Occorre pertanto elaborare una riforma radicale della politica territoriale, eliminando tutti gli attuali enti locali, regioni, province (divenute addirittura 110 di cui 3 in fase di attuazione, alcune totalmente prive di senso e già conflittuali prima ancora di essere avviate, come Barletta- Andria- Trani) , comunità montane e collinari, ecc., ormai considerati dalla popolazione dei "poltronifici" dove sono state collocate perlopiù indegnamente centinaia di migliaia di professionisti della politica e suoi parassiti asserviti (tra cui molti consulenti), veri e propri “cortigiani”, e sostituirli con aggregazioni territoriali liberamente concepite dalle popolazioni stesse (tramite consultazioni e pattuizioni ed elaborazione di statuti) sulle orme degli stati preunitari, che potrebbero assumere la connotazione di Cantoni, come in Svizzera, dotati di ampia autonomia, per sfociare appunto in una Confederazione.

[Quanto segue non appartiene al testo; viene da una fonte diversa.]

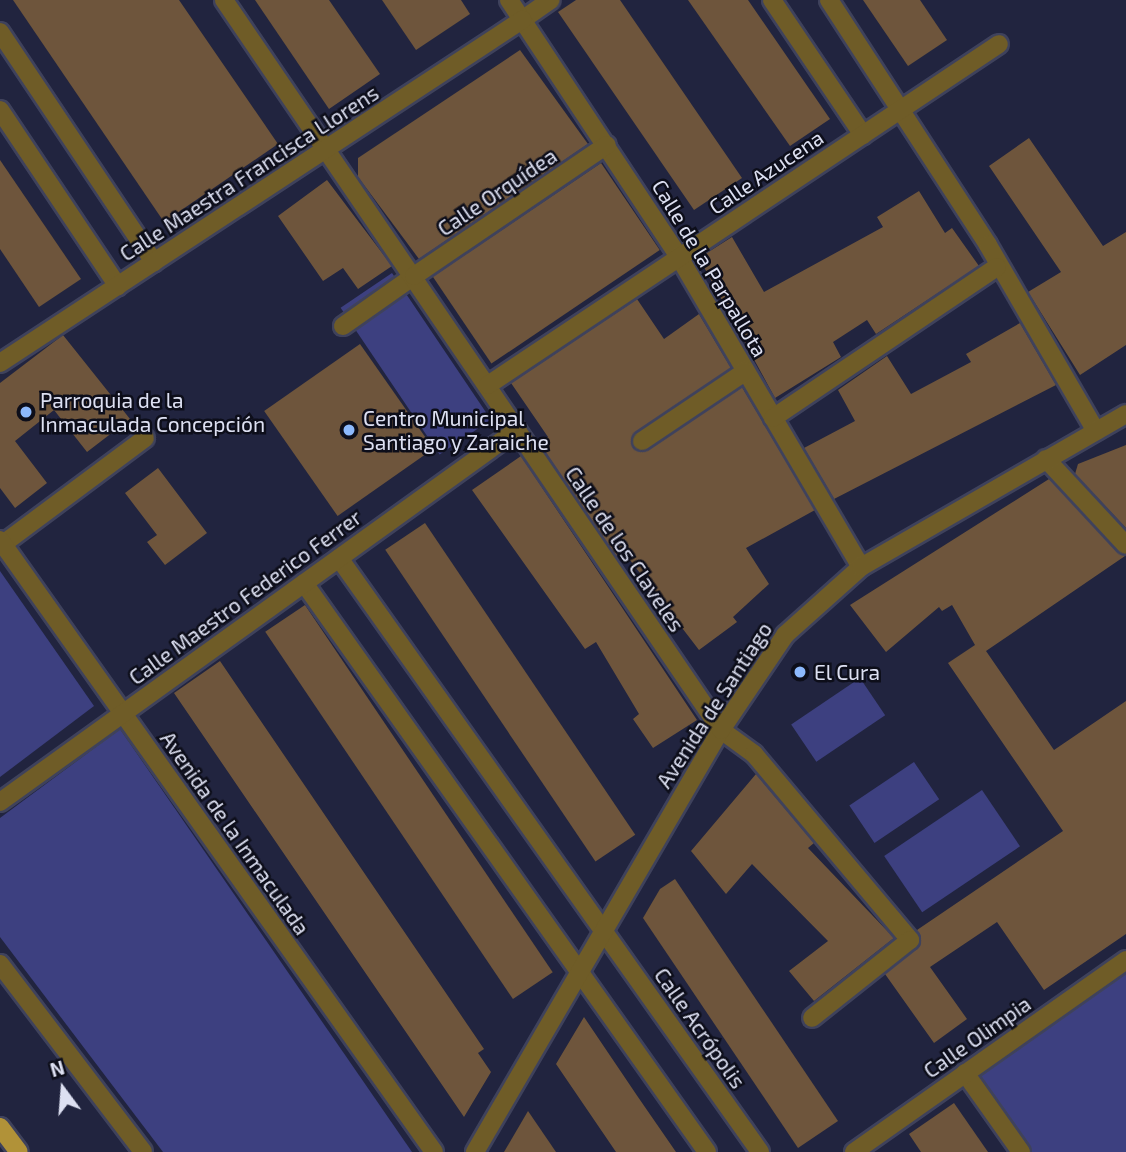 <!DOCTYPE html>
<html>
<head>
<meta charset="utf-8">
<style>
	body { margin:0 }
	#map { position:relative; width:1126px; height:1152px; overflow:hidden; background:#21243f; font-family:"Exo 2",sans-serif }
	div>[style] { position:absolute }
	.green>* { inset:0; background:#3d4080; transform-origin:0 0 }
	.building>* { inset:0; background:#6e553c; transform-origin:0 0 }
	.roads { filter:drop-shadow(2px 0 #3f425c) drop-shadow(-2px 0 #3f425c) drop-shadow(0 2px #3f425c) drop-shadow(0 -2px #3f425c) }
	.pedestrian>* { height:18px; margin:-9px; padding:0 9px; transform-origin:9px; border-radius:9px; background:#6f5c27 }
	.minor>* { height:18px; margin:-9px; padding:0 9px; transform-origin:9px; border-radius:9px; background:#6f5c27 }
	.tertiary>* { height:18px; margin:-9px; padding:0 9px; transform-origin:9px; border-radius:9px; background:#6f5c27 }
	.primary>* { height:18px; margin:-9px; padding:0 9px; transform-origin:9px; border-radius:9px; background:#b19238 }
	.dots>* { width:19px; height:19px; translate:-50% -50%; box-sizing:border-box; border:4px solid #0d0e1a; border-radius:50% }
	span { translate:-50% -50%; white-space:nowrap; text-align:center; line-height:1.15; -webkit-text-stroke:5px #0d0e1a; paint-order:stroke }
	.street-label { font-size:21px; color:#dde0f2 }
	.poi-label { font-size:21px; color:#dde0f2 }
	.left { translate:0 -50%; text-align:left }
	.north { position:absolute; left:28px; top:1054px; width:70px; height:70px; -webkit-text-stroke:5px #0d0e1a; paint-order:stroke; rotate:344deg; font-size:19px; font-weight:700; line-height:28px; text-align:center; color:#dde0f2 }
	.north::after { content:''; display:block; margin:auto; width:24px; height:32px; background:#dde0f2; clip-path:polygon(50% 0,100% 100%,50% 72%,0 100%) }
</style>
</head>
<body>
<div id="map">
	<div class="green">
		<div style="left:392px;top:273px;width:177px;height:62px;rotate:56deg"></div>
		<div style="clip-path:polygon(0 571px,94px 706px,0 777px)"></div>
		<div style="left:860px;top:678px;width:45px;height:83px;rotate:56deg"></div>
		<div style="clip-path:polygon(120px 729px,412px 1152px,163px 1152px,0 937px,0 818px)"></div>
		<div style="left:914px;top:762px;width:45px;height:78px;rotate:56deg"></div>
		<div style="left:982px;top:790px;width:68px;height:118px;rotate:56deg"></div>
		<div style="clip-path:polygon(1126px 960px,1126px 1152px,1021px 1152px,965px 1073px)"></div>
	</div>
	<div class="building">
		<div style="clip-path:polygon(13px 0,179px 0,278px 144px,164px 222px)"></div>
		<div style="clip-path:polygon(255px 0,329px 0,380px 74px,329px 109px)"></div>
		<div style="clip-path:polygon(382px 0,461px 0,470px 14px,416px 50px)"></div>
		<div style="clip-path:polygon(576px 0,620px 0,742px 178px,694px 210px,558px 12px)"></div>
		<div style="clip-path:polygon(688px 0,748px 0,830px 119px,790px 146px)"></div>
		<div style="clip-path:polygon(863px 0,920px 0,947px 40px,908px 66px)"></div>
		<div style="clip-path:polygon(520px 50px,588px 144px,419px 259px,358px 177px,358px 158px)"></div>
		<div style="clip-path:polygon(1029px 138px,1103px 246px,1126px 232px,1126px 345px,1080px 375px,1028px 292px,1061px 272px,989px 166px)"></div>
		<div style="clip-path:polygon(0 160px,81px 279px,39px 307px,0 249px)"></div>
		<div style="left:601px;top:163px;width:105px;height:203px;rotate:56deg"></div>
		<div style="clip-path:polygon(327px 180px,392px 266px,358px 289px,343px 268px,323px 281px,278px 216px)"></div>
		<div style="clip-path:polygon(919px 191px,945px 233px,952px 228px,979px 266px,876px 334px,867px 320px,833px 342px,841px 357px,775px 398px,699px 258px,732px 237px,764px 292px,883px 227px,877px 217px)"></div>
		<div style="clip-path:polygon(637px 299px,664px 339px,699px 314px,731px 368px,636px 432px,633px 448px,648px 450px,742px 387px,815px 510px,746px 548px,769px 584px,733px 617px,737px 622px,699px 650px,623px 551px,616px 556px,539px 443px,548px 437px,511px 383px)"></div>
		<div style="clip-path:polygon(1020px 323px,1056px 385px,834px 499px,804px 448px,855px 421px,838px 390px,887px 356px,911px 394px,971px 362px,966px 354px)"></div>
		<div style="clip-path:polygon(63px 335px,130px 419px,87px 452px,54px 410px,15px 441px,47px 483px,15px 508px,0 488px,0 383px)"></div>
		<div style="left:360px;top:344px;width:128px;height:117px;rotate:55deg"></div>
		<div style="clip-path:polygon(1126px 445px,1126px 528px,1075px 474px,1078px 464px)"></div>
		<div style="clip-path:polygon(521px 456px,697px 720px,653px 748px,633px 719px,639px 714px,596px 642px,585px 649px,472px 490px)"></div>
		<div style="clip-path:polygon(158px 468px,207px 533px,165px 565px,147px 542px,157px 535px,125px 493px)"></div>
		<div style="clip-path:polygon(1049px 479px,1125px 556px,986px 651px,1054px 750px,1126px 701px,1126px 934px,1044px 990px,997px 922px,930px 967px,967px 1019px,934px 1043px,885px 974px,920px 945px,917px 930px,1063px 831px,948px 663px,975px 645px,952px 605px,942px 611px,939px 607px,886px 652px,850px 605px)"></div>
		<div style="left:425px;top:523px;width:376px;height:48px;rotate:56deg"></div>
		<div style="left:305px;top:605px;width:443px;height:48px;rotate:56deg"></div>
		<div style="clip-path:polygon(220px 661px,484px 1049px,478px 1053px,491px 1072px,464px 1117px,174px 693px)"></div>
		<div style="clip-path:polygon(756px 774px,814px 843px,808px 848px,894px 938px,814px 1001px,789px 971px,828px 941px,752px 864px,726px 894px,691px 851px)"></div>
		<div style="clip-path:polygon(675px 879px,838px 1121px,798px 1148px,643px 918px,660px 889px)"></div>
		<div style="clip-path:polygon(584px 1017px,638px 1097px,676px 1152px,616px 1152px,556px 1064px)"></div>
		<div style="clip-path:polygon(954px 1103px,988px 1152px,921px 1152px,909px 1134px)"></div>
		<div style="clip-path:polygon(528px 1111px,556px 1152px,504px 1152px)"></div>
	</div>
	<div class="roads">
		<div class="pedestrian">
			<div style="left:522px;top:20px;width:35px;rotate:-35deg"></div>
			<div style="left:343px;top:326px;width:87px;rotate:-35.2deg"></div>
			<div style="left:3px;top:544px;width:177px;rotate:-36.7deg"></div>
		</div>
		<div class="minor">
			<div style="left:224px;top:0;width:883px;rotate:55.75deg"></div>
			<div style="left:721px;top:730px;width:41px;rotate:36deg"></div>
			<div style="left:754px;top:754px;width:243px;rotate:50deg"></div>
			<div style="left:910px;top:940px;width:125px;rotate:141.5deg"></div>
			<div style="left:509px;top:0;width:308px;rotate:56.5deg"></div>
			<div style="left:679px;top:257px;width:359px;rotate:59.6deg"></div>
			<div style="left:772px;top:0;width:163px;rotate:56deg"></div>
			<div style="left:829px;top:0;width:292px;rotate:57deg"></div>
			<div style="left:988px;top:245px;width:215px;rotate:59.9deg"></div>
			<div style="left:0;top:32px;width:277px;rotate:56.2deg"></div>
			<div style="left:0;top:110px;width:212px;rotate:56.2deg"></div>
			<div style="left:414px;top:276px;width:233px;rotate:-34.2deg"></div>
			<div style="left:0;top:363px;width:625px;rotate:-33.31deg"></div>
			<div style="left:488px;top:385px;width:614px;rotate:-33.72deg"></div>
			<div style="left:773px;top:418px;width:270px;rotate:-34deg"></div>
			<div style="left:642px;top:441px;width:125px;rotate:-33.9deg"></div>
			<div style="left:1046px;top:459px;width:117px;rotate:47.1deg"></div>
			<div style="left:0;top:540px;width:750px;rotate:54.66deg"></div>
			<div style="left:339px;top:558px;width:728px;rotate:54.67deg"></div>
			<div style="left:304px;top:583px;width:697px;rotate:54.69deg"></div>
			<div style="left:0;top:802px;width:637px;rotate:-35.74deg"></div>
			<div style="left:0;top:964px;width:236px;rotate:52.7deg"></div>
			<div style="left:965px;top:1073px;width:97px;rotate:54.7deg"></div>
			<div style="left:854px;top:1152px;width:333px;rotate:-35.2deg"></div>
		</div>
		<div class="tertiary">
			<div style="left:475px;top:1152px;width:488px;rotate:-59.8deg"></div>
			<div style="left:721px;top:730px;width:115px;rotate:-56deg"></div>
			<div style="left:785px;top:635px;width:102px;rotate:-41.8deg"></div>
			<div style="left:861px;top:567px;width:306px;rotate:-30deg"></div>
		</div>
		<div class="primary">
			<div style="left:0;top:1127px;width:31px;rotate:53deg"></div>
		</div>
	</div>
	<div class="dots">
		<div style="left:26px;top:412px;background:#8db9fc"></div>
		<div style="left:349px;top:430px;background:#8db9fc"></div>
		<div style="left:800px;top:672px;background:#8db9fc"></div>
	</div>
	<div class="street-label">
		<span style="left:766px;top:172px;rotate:-34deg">Calle Azucena</span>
		<span style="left:249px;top:173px;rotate:-33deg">Calle Maestra Francisca Llorens</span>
		<span style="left:497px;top:192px;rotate:-34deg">Calle Orquídea</span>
		<span style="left:710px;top:268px;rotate:59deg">Calle de la Parpallota</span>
		<span style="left:625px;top:549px;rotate:56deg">Calle de los Claveles</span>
		<span style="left:245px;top:597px;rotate:-36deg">Calle Maestro Federico Ferrer</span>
		<span style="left:714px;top:705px;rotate:-57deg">Avenida de Santiago</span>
		<span style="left:235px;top:833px;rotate:55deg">Avenida de la Inmaculada</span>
		<span style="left:700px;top:1028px;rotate:55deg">Calle Acrópolis</span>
		<span style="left:977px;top:1037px;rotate:-35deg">Calle Olimpia</span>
	</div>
	<div class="poi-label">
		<span class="left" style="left:40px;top:412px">Parroquia de la<br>Inmaculada Concepción</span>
		<span class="left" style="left:363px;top:430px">Centro Municipal<br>Santiago y Zaraiche</span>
		<span class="left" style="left:814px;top:672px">El Cura</span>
	</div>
	<div class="north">N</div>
</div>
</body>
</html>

Si tratterebbe pertanto di una forma ripropositiva attualizzata degli stati preunitari, in chiave moderna e con tutti gli adattamenti del caso, che non sarà affatto calata dall'alto e studiata a tavolino (come hanno sempre fatto politici e burocrati) ma elaborata dalla società civile, in maniera condivisa e partecipata e con il ricorso all'istituto referendario per confermare le scelte effettuate.
A livello territoriale localistico, che potremmo definire "cellulare" o di micropolitica, dovrebbero rimanere solo i comuni, ma con requisiti minimi, soprattutto demografici, con una soglia minima ad esempio di 10 mila abitanti, per cui si dovrebbero aggregare liberamente per pervenire a queste dimensioni funzionali. I comuni attualmente più piccoli, o anche le frazioni di grandi dimensioni (nella penisola ce ne sono oltre 60 mila, alcune sono molto più grandi di comuni esistenti) avranno diritto ad eleggere un proprio rappresentante, che sarà delegato con pieni poteri ad agire per l'interesse della comunità di provenienza, presso il nuovo comune costituito (di dimensioni appunto superiori ai 10 mila abitanti).
In pratica ogni delegato di una piccola comunità (borgo), che quindi non sarà affatto soppressa, diverrà consigliere nel comune di più grandi dimensioni e responsabile della gestione del proprio borgo e comunità ed avrà diritto solo a rimborsi spese ed un minimo di assegnazione logistica ed operativa idonea alle sue funzioni.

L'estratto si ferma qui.